(Material for this exercise begins)
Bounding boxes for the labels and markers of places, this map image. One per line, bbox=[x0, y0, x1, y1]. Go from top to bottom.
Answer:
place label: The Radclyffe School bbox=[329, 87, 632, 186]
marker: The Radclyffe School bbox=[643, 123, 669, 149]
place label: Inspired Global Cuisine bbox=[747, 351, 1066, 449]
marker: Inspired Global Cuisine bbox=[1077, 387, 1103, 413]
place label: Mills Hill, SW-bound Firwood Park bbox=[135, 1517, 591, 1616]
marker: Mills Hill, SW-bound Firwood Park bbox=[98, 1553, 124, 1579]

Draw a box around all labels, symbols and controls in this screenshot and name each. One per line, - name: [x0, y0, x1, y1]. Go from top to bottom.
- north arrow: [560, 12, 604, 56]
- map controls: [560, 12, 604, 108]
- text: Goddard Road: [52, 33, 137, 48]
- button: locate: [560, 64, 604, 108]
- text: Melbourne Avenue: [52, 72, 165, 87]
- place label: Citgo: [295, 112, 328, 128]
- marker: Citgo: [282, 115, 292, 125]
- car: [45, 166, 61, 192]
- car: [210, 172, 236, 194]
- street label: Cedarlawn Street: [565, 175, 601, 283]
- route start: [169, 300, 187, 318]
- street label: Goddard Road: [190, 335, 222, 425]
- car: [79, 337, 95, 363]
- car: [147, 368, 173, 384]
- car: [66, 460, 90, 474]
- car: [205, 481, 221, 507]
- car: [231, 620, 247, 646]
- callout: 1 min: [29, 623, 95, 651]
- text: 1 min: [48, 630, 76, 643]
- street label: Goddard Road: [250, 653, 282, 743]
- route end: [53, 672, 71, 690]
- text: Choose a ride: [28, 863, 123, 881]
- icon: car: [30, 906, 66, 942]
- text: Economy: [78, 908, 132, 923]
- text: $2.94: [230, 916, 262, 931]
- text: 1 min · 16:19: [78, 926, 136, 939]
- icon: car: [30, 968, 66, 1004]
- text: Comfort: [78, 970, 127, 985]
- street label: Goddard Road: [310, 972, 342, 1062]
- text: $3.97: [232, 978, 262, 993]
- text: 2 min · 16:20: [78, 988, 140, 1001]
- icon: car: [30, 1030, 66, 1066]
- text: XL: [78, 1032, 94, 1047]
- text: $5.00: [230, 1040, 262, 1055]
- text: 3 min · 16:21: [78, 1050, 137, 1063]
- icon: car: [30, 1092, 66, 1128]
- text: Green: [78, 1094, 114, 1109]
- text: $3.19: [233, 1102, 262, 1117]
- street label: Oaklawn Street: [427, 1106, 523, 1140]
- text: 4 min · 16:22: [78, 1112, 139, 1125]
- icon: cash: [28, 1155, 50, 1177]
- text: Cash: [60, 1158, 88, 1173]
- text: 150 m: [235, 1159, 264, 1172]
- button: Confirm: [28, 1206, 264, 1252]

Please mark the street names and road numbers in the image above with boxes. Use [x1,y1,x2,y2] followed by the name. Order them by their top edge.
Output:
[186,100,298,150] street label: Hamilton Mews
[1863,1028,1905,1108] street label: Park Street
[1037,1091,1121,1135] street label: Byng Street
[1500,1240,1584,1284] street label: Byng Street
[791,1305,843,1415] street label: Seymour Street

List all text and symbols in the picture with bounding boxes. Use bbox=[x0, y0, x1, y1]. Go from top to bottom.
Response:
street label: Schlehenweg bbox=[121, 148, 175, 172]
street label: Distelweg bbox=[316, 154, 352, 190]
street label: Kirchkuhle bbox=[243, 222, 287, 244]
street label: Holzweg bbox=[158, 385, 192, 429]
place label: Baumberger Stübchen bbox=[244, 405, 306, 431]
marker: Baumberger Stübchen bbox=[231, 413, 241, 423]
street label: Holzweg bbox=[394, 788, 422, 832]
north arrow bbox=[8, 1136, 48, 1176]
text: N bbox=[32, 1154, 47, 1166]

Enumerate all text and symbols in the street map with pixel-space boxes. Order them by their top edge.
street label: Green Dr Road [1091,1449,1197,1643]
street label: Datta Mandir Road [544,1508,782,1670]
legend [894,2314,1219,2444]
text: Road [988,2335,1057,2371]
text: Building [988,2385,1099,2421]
(Material for this exercise ends)
■ Your instructions
Repeat the material word for word, with no line missing.

■ Output of the task
Bounding boxes for the labels and markers of places, this map image. One per line, bbox=[x0, y0, x1, y1]. Go from top to bottom.
Answer:
place label: The Radclyffe School bbox=[329, 87, 632, 186]
marker: The Radclyffe School bbox=[643, 123, 669, 149]
place label: Inspired Global Cuisine bbox=[747, 351, 1066, 449]
marker: Inspired Global Cuisine bbox=[1077, 387, 1103, 413]
place label: Mills Hill, SW-bound Firwood Park bbox=[135, 1517, 591, 1616]
marker: Mills Hill, SW-bound Firwood Park bbox=[98, 1553, 124, 1579]

Draw a box around all labels, symbols and controls in this screenshot and name each. One per line, - name: [x0, y0, x1, y1]. Go from top to bottom.
- north arrow: [560, 12, 604, 56]
- map controls: [560, 12, 604, 108]
- text: Goddard Road: [52, 33, 137, 48]
- button: locate: [560, 64, 604, 108]
- text: Melbourne Avenue: [52, 72, 165, 87]
- place label: Citgo: [295, 112, 328, 128]
- marker: Citgo: [282, 115, 292, 125]
- car: [45, 166, 61, 192]
- car: [210, 172, 236, 194]
- street label: Cedarlawn Street: [565, 175, 601, 283]
- route start: [169, 300, 187, 318]
- street label: Goddard Road: [190, 335, 222, 425]
- car: [79, 337, 95, 363]
- car: [147, 368, 173, 384]
- car: [66, 460, 90, 474]
- car: [205, 481, 221, 507]
- car: [231, 620, 247, 646]
- callout: 1 min: [29, 623, 95, 651]
- text: 1 min: [48, 630, 76, 643]
- street label: Goddard Road: [250, 653, 282, 743]
- route end: [53, 672, 71, 690]
- text: Choose a ride: [28, 863, 123, 881]
- icon: car: [30, 906, 66, 942]
- text: Economy: [78, 908, 132, 923]
- text: $2.94: [230, 916, 262, 931]
- text: 1 min · 16:19: [78, 926, 136, 939]
- icon: car: [30, 968, 66, 1004]
- text: Comfort: [78, 970, 127, 985]
- street label: Goddard Road: [310, 972, 342, 1062]
- text: $3.97: [232, 978, 262, 993]
- text: 2 min · 16:20: [78, 988, 140, 1001]
- icon: car: [30, 1030, 66, 1066]
- text: XL: [78, 1032, 94, 1047]
- text: $5.00: [230, 1040, 262, 1055]
- text: 3 min · 16:21: [78, 1050, 137, 1063]
- icon: car: [30, 1092, 66, 1128]
- text: Green: [78, 1094, 114, 1109]
- text: $3.19: [233, 1102, 262, 1117]
- street label: Oaklawn Street: [427, 1106, 523, 1140]
- text: 4 min · 16:22: [78, 1112, 139, 1125]
- icon: cash: [28, 1155, 50, 1177]
- text: Cash: [60, 1158, 88, 1173]
- text: 150 m: [235, 1159, 264, 1172]
- button: Confirm: [28, 1206, 264, 1252]

Please mark the street names and road numbers in the image above with boxes. Use [x1,y1,x2,y2] followed by the name. Order them by their top edge.
Output:
[186,100,298,150] street label: Hamilton Mews
[1863,1028,1905,1108] street label: Park Street
[1037,1091,1121,1135] street label: Byng Street
[1500,1240,1584,1284] street label: Byng Street
[791,1305,843,1415] street label: Seymour Street

List all text and symbols in the picture with bounding boxes. Use bbox=[x0, y0, x1, y1]. Go from top to bottom.
Response:
street label: Schlehenweg bbox=[121, 148, 175, 172]
street label: Distelweg bbox=[316, 154, 352, 190]
street label: Kirchkuhle bbox=[243, 222, 287, 244]
street label: Holzweg bbox=[158, 385, 192, 429]
place label: Baumberger Stübchen bbox=[244, 405, 306, 431]
marker: Baumberger Stübchen bbox=[231, 413, 241, 423]
street label: Holzweg bbox=[394, 788, 422, 832]
north arrow bbox=[8, 1136, 48, 1176]
text: N bbox=[32, 1154, 47, 1166]

Enumerate all text and symbols in the street map with pixel-space boxes. Order them by their top edge.
street label: Green Dr Road [1091,1449,1197,1643]
street label: Datta Mandir Road [544,1508,782,1670]
legend [894,2314,1219,2444]
text: Road [988,2335,1057,2371]
text: Building [988,2385,1099,2421]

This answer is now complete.